*** Opening of Data ***

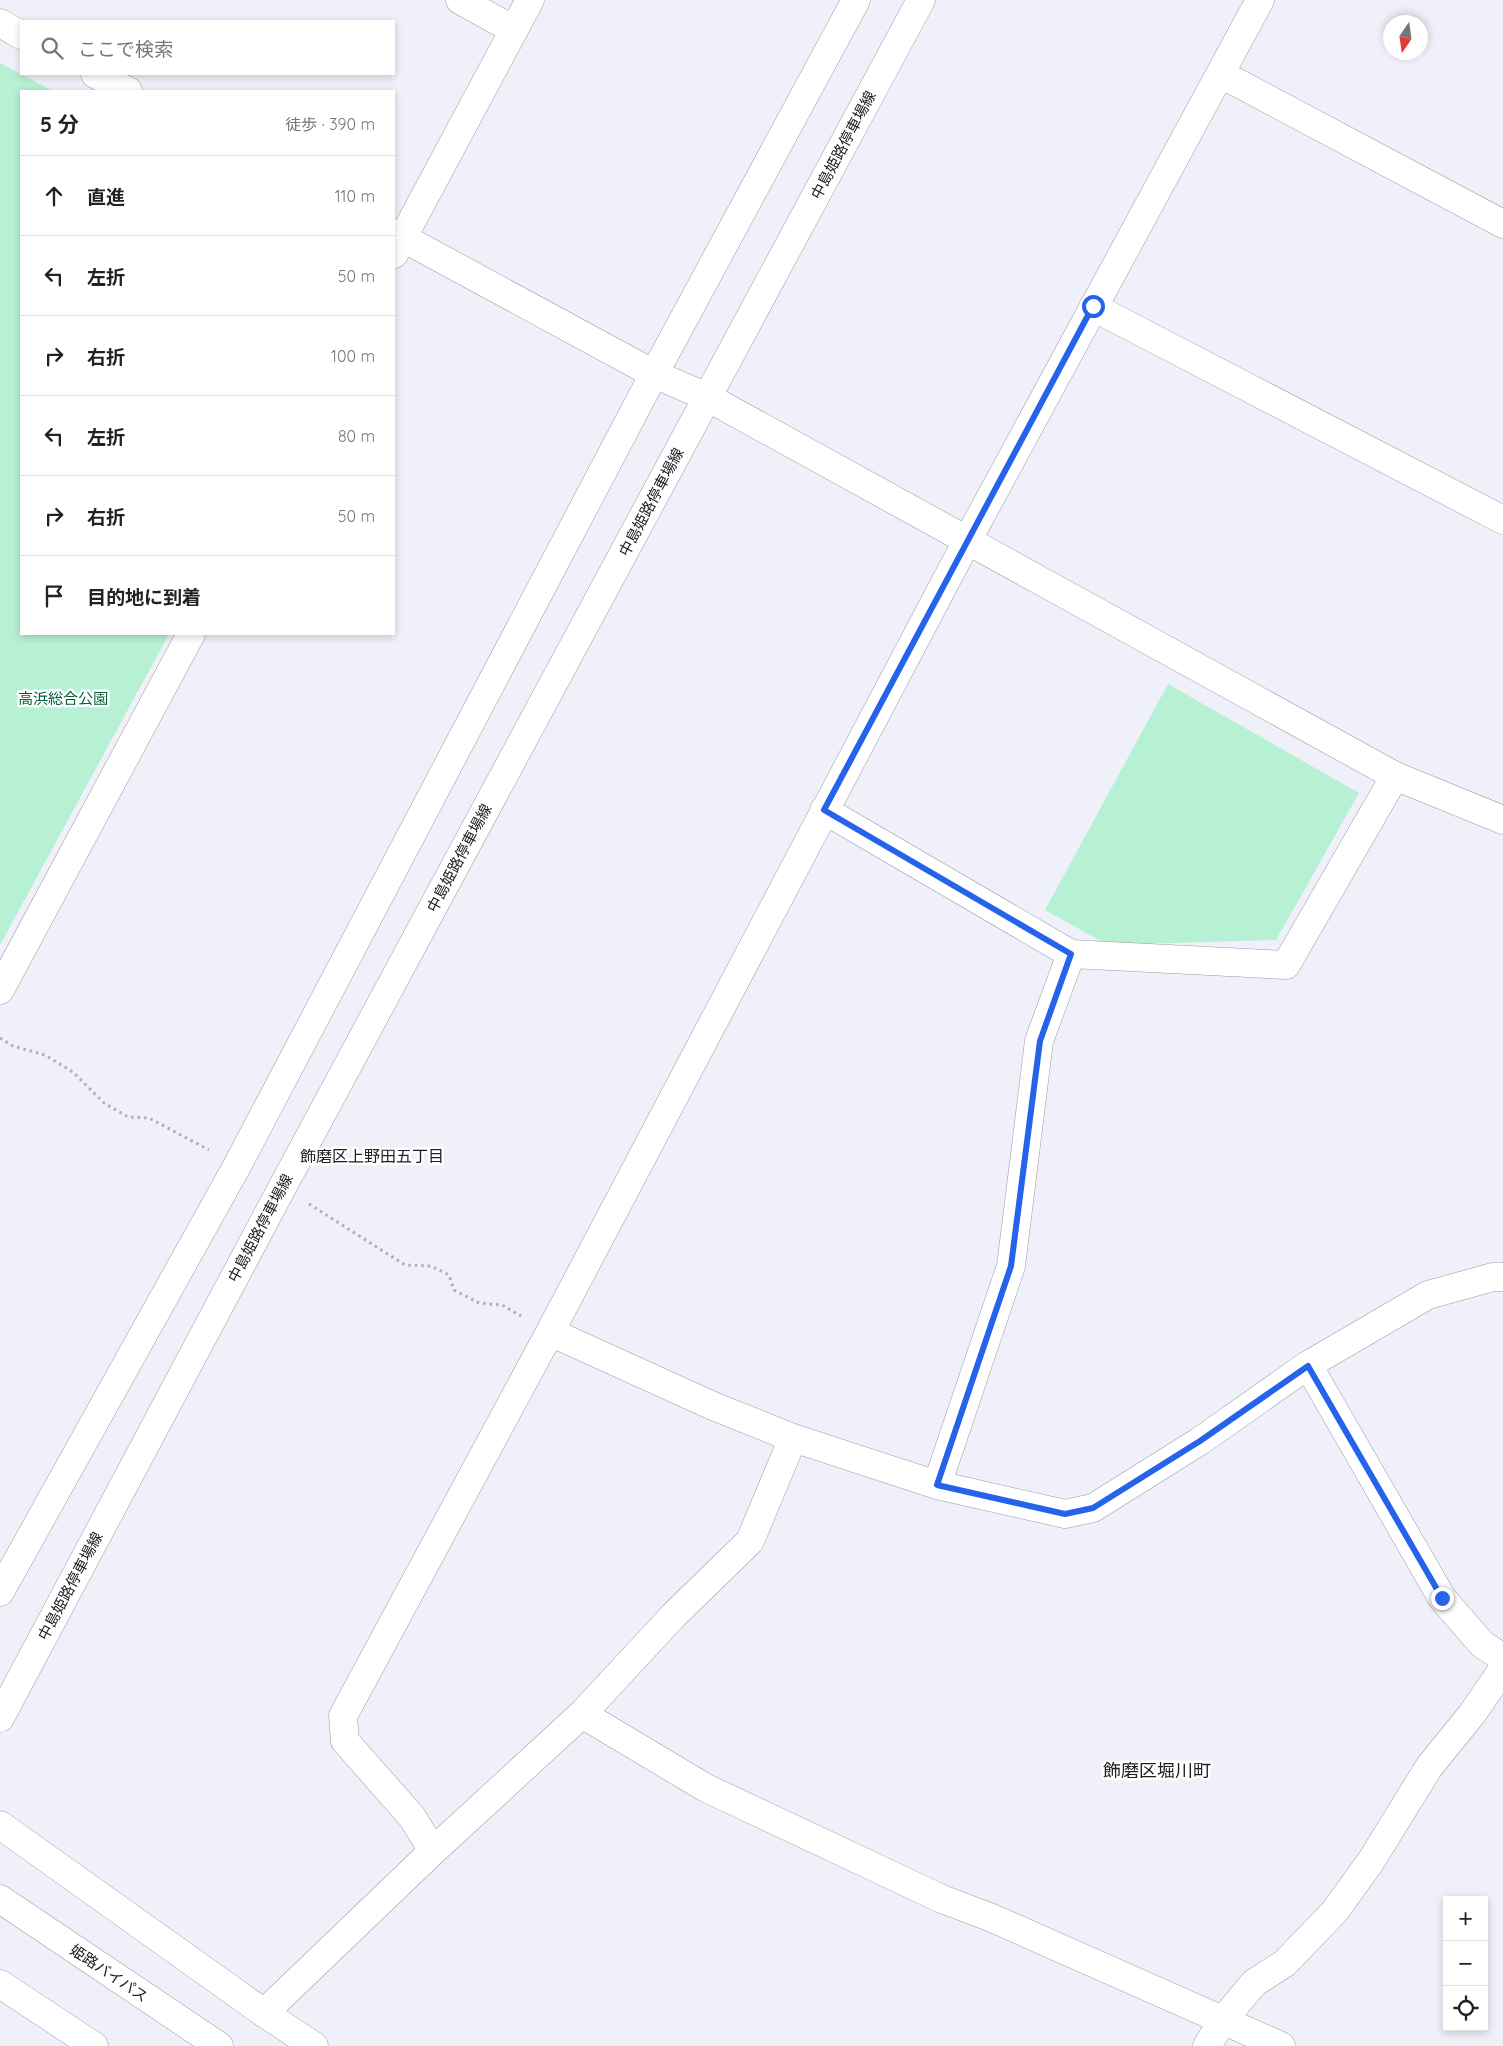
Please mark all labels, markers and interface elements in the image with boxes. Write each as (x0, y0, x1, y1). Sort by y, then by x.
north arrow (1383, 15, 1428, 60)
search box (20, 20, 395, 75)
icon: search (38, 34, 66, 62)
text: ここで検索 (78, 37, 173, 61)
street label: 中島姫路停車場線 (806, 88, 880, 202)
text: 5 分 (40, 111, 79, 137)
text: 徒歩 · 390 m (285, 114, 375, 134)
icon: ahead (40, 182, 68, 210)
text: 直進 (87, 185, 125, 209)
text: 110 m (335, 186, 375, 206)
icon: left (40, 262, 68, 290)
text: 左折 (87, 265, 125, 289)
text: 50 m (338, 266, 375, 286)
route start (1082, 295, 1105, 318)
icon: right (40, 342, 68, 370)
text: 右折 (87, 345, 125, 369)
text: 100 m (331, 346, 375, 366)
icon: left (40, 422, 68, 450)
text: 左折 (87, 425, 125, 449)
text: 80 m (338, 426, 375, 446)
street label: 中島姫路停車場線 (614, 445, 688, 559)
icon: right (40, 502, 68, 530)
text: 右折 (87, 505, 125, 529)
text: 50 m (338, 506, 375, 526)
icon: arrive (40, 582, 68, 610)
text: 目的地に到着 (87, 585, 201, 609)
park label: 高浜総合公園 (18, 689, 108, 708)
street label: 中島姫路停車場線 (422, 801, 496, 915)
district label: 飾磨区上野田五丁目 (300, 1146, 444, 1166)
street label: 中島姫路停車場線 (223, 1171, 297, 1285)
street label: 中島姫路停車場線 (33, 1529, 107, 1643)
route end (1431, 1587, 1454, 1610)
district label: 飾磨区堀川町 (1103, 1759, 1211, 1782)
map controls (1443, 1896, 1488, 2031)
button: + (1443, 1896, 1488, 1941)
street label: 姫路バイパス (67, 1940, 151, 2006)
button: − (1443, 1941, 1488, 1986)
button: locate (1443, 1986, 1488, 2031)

*** Close of Data ***

■ Aim of the exercise:
Every line above goes into the copy unchanged; the pictures do not.

■ Response to the exercise:
Please mark all labels, markers and interface elements in the image with boxes. Write each as (x0, y0, x1, y1). Sort by y, then by x.
north arrow (1383, 15, 1428, 60)
search box (20, 20, 395, 75)
icon: search (38, 34, 66, 62)
text: ここで検索 (78, 37, 173, 61)
street label: 中島姫路停車場線 (806, 88, 880, 202)
text: 5 分 (40, 111, 79, 137)
text: 徒歩 · 390 m (285, 114, 375, 134)
icon: ahead (40, 182, 68, 210)
text: 直進 (87, 185, 125, 209)
text: 110 m (335, 186, 375, 206)
icon: left (40, 262, 68, 290)
text: 左折 (87, 265, 125, 289)
text: 50 m (338, 266, 375, 286)
route start (1082, 295, 1105, 318)
icon: right (40, 342, 68, 370)
text: 右折 (87, 345, 125, 369)
text: 100 m (331, 346, 375, 366)
icon: left (40, 422, 68, 450)
text: 左折 (87, 425, 125, 449)
text: 80 m (338, 426, 375, 446)
street label: 中島姫路停車場線 (614, 445, 688, 559)
icon: right (40, 502, 68, 530)
text: 右折 (87, 505, 125, 529)
text: 50 m (338, 506, 375, 526)
icon: arrive (40, 582, 68, 610)
text: 目的地に到着 (87, 585, 201, 609)
park label: 高浜総合公園 (18, 689, 108, 708)
street label: 中島姫路停車場線 (422, 801, 496, 915)
district label: 飾磨区上野田五丁目 (300, 1146, 444, 1166)
street label: 中島姫路停車場線 (223, 1171, 297, 1285)
street label: 中島姫路停車場線 (33, 1529, 107, 1643)
route end (1431, 1587, 1454, 1610)
district label: 飾磨区堀川町 (1103, 1759, 1211, 1782)
map controls (1443, 1896, 1488, 2031)
button: + (1443, 1896, 1488, 1941)
street label: 姫路バイパス (67, 1940, 151, 2006)
button: − (1443, 1941, 1488, 1986)
button: locate (1443, 1986, 1488, 2031)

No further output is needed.